## Task objective
Identify all lines of the data containing the string "Keep" and copy them.

--- Dataset excerpts Enclosed Below ---

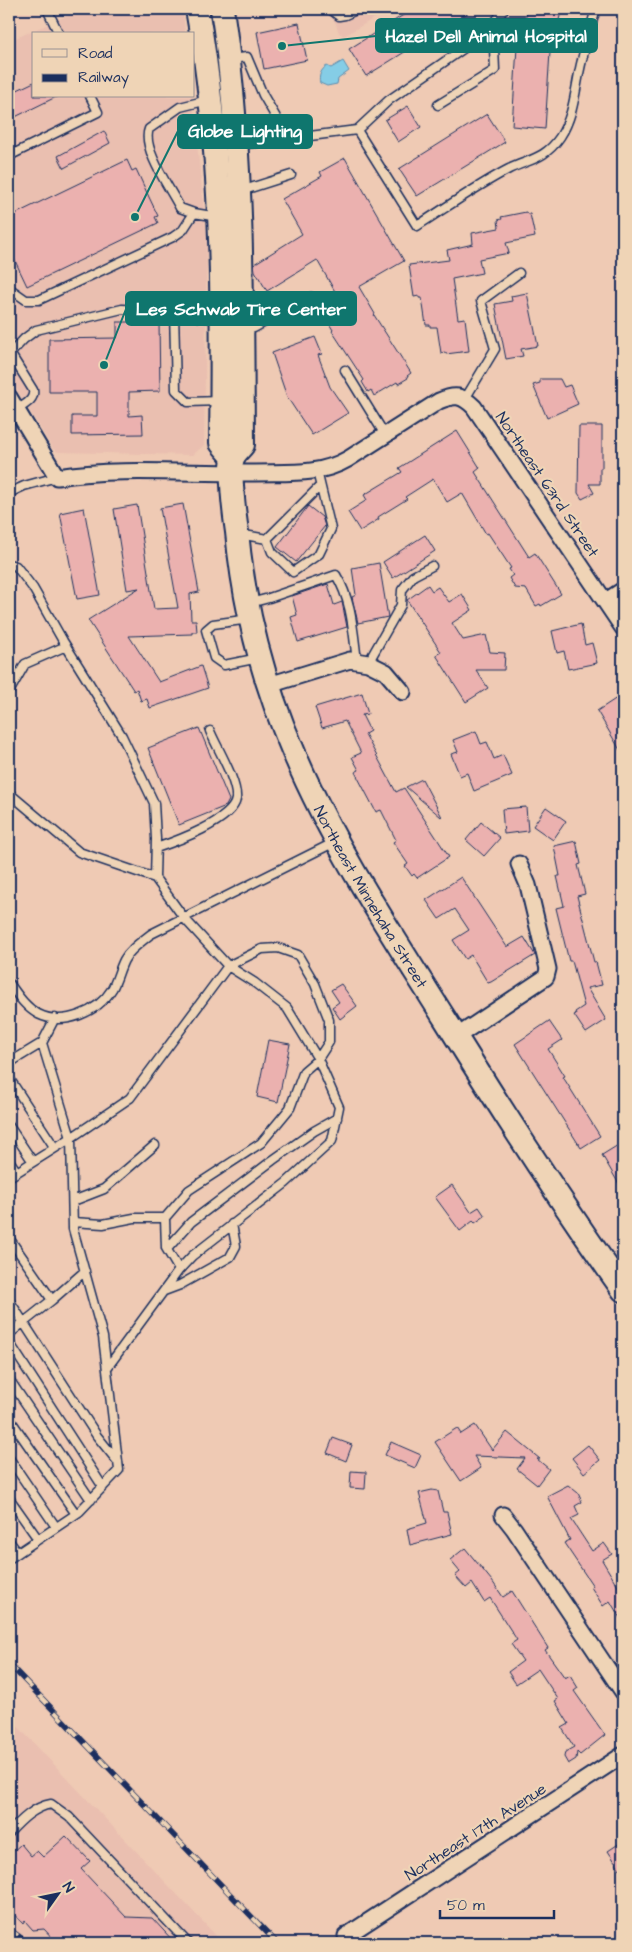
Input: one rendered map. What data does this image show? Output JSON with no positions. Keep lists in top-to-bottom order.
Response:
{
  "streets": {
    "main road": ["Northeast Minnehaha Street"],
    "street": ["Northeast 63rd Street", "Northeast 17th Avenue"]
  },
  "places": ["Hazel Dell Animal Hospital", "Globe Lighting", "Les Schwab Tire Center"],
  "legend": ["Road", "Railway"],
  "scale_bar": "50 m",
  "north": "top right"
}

--- End of Enclosed Dataset excerpts ---
--- Dataset excerpts Enclosed Below ---

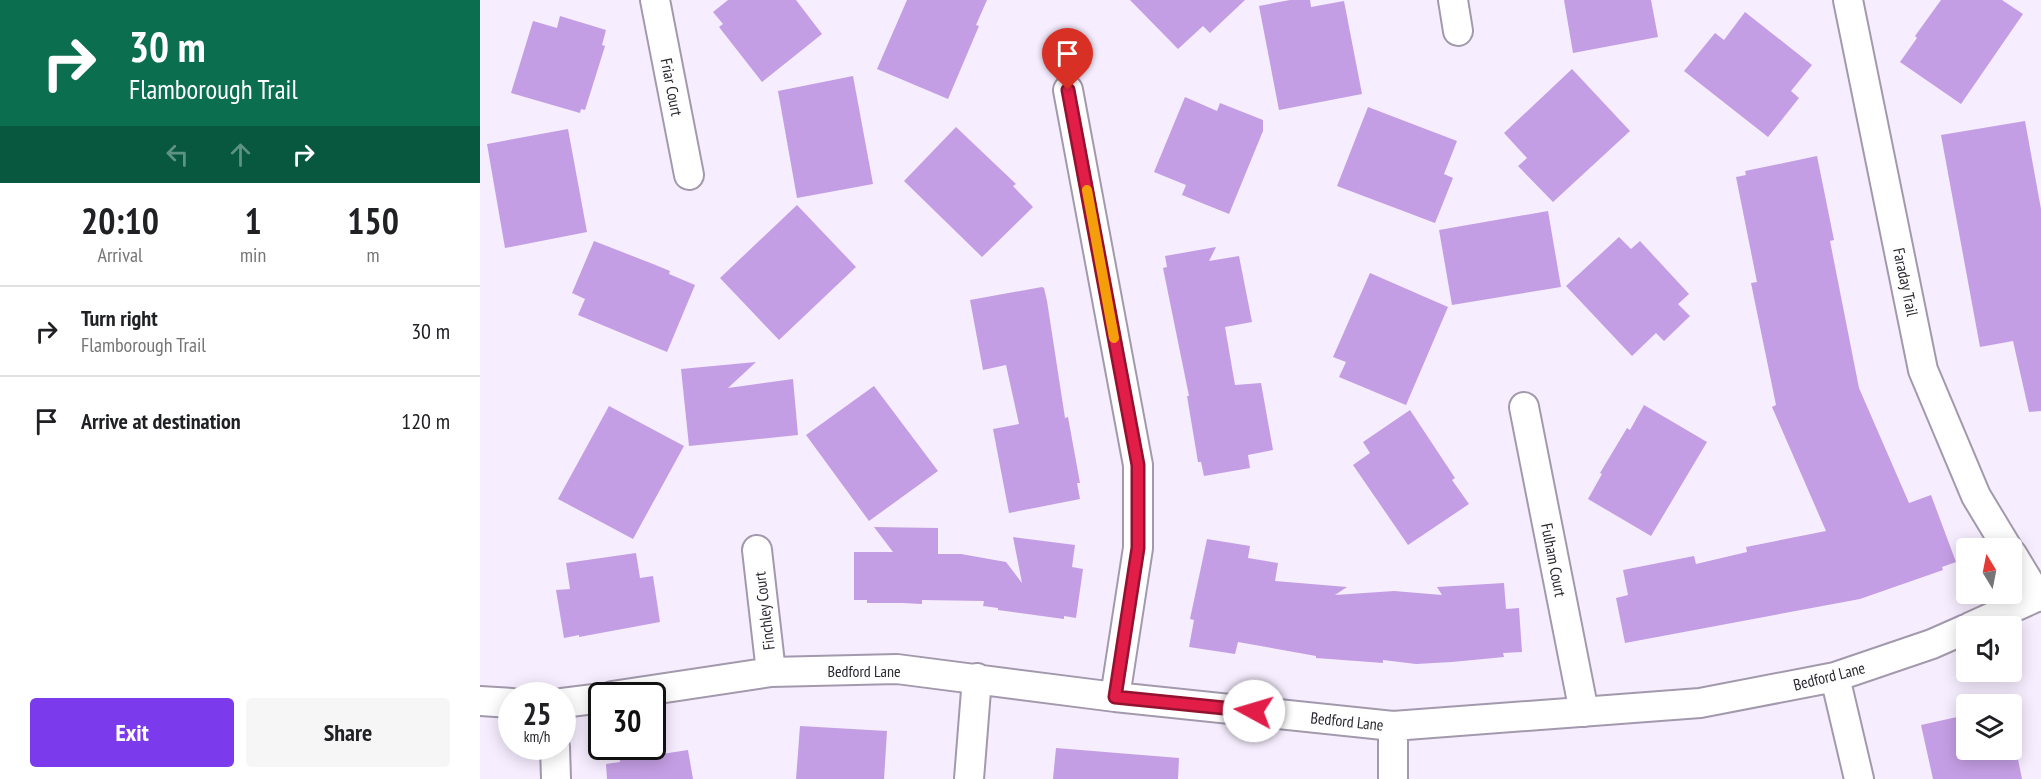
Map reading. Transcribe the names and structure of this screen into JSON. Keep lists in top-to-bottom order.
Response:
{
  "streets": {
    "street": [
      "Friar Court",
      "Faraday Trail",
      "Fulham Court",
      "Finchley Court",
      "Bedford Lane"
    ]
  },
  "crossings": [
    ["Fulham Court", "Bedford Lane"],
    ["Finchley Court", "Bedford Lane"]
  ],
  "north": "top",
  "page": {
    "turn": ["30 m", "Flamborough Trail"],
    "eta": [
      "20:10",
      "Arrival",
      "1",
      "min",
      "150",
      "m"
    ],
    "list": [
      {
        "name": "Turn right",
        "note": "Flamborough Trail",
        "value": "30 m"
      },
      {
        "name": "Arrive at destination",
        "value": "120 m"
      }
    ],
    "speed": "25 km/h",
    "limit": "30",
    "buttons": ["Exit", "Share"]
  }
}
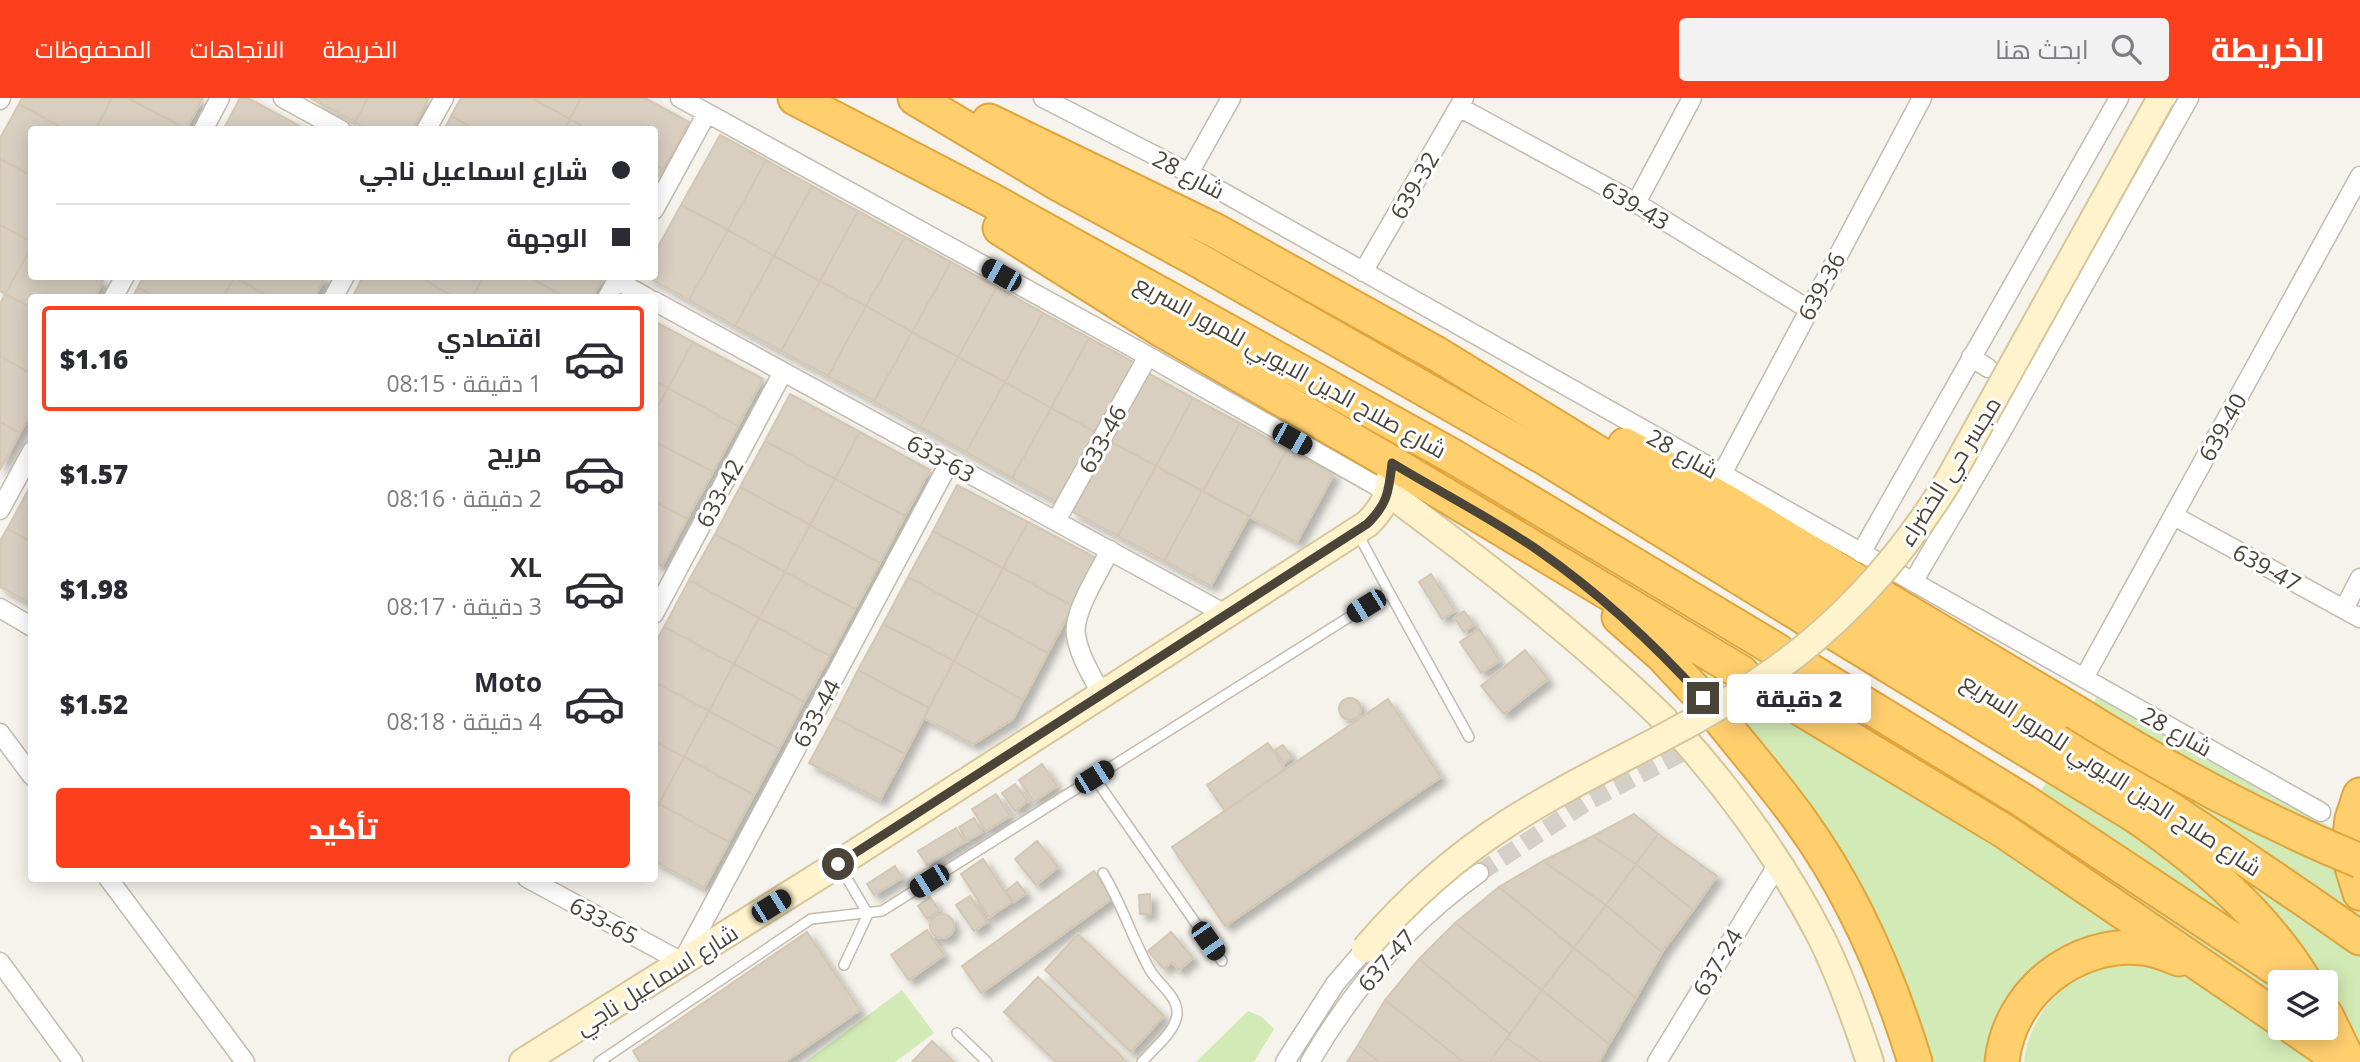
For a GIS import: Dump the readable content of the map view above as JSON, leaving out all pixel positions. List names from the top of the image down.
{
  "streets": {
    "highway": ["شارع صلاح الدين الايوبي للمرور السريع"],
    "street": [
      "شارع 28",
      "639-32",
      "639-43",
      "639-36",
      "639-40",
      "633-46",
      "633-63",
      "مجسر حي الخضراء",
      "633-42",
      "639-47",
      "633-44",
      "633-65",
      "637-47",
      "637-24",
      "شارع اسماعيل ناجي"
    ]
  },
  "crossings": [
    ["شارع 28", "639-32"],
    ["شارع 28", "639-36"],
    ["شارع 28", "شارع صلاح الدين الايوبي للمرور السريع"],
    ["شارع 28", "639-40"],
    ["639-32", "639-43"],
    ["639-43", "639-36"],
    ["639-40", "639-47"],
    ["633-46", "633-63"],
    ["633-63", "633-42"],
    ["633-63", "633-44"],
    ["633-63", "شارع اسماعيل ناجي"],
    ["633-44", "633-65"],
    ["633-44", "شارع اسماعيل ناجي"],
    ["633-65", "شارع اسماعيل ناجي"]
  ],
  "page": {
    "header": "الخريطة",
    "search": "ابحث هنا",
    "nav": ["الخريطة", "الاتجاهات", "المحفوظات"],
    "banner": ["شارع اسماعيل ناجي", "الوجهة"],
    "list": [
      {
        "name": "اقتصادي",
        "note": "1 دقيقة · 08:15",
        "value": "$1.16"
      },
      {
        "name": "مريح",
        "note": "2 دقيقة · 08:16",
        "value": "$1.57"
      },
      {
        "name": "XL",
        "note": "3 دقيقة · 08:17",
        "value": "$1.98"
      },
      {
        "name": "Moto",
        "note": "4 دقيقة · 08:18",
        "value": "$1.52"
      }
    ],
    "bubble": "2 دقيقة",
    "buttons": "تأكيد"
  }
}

--- End of Enclosed Dataset excerpts ---
--- Dataset excerpts Enclosed Below ---

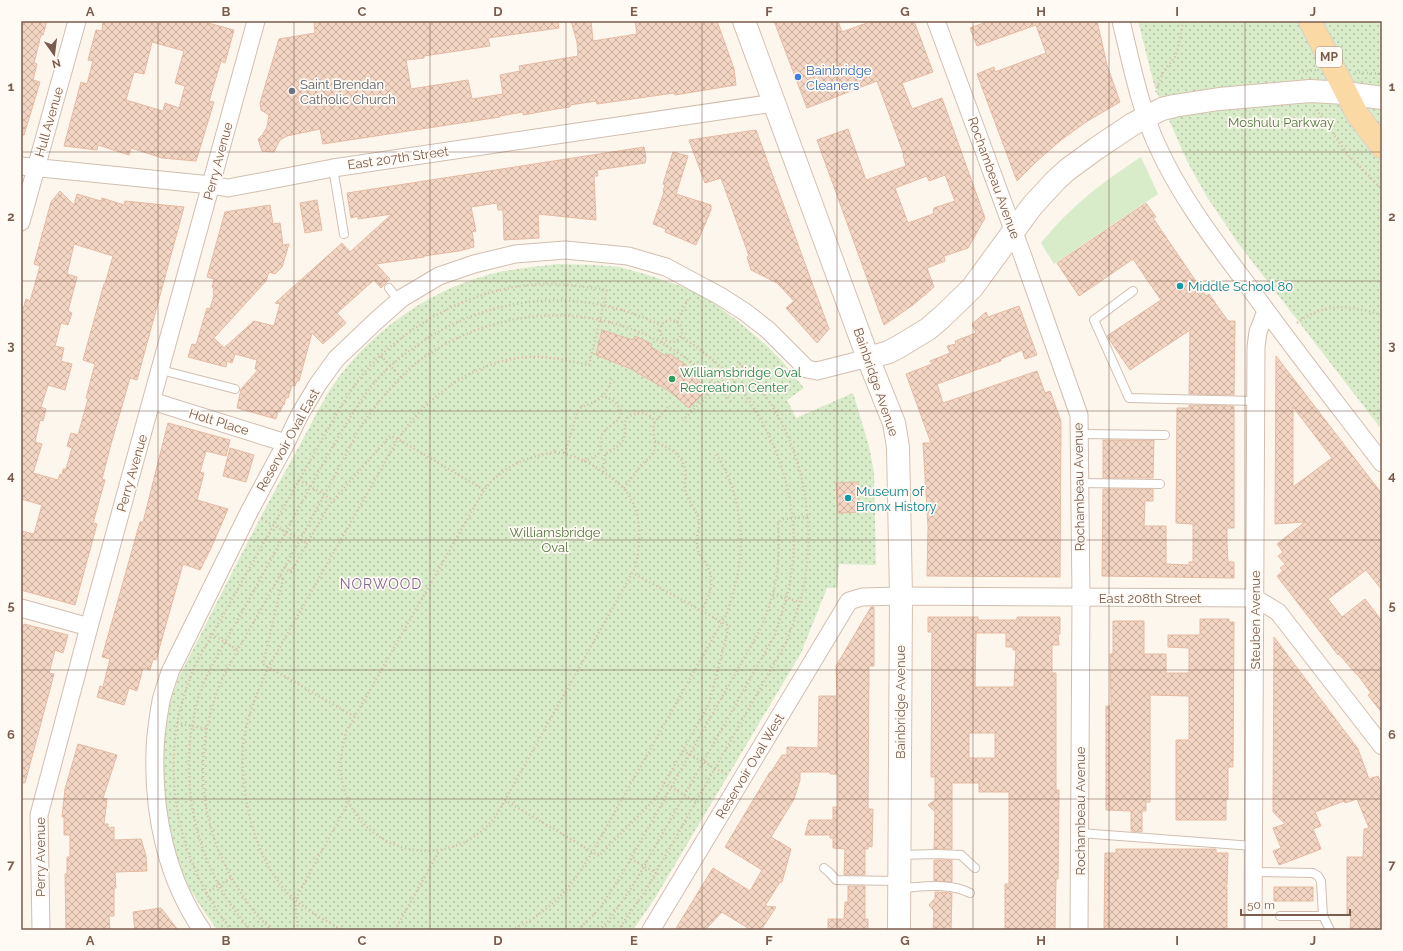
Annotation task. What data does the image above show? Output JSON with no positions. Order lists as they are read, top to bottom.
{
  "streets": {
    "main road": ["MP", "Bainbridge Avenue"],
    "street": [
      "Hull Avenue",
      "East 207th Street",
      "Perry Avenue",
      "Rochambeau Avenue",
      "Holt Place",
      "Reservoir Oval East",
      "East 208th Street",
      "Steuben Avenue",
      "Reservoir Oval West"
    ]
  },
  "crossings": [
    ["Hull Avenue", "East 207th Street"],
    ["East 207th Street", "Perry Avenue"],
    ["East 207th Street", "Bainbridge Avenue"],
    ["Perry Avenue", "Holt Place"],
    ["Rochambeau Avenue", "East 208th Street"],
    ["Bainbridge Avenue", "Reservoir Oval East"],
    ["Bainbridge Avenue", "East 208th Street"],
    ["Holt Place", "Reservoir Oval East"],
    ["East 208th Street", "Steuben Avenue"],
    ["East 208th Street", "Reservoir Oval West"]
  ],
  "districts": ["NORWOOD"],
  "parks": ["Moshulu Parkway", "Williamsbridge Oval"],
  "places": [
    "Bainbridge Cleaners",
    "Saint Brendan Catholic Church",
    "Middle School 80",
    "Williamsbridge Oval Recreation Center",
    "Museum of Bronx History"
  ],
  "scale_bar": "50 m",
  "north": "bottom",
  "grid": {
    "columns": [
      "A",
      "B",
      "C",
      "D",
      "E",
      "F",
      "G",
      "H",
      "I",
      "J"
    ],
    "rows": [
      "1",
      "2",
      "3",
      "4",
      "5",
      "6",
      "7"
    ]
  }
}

--- End of Enclosed Dataset excerpts ---

## Your solution
Input: one rendered map. What data does this image show? Output JSON with no positions. Keep lists in top-to-bottom order.
Map reading. Transcribe the names and structure of this screen into JSON. Keep lists in top-to-bottom order.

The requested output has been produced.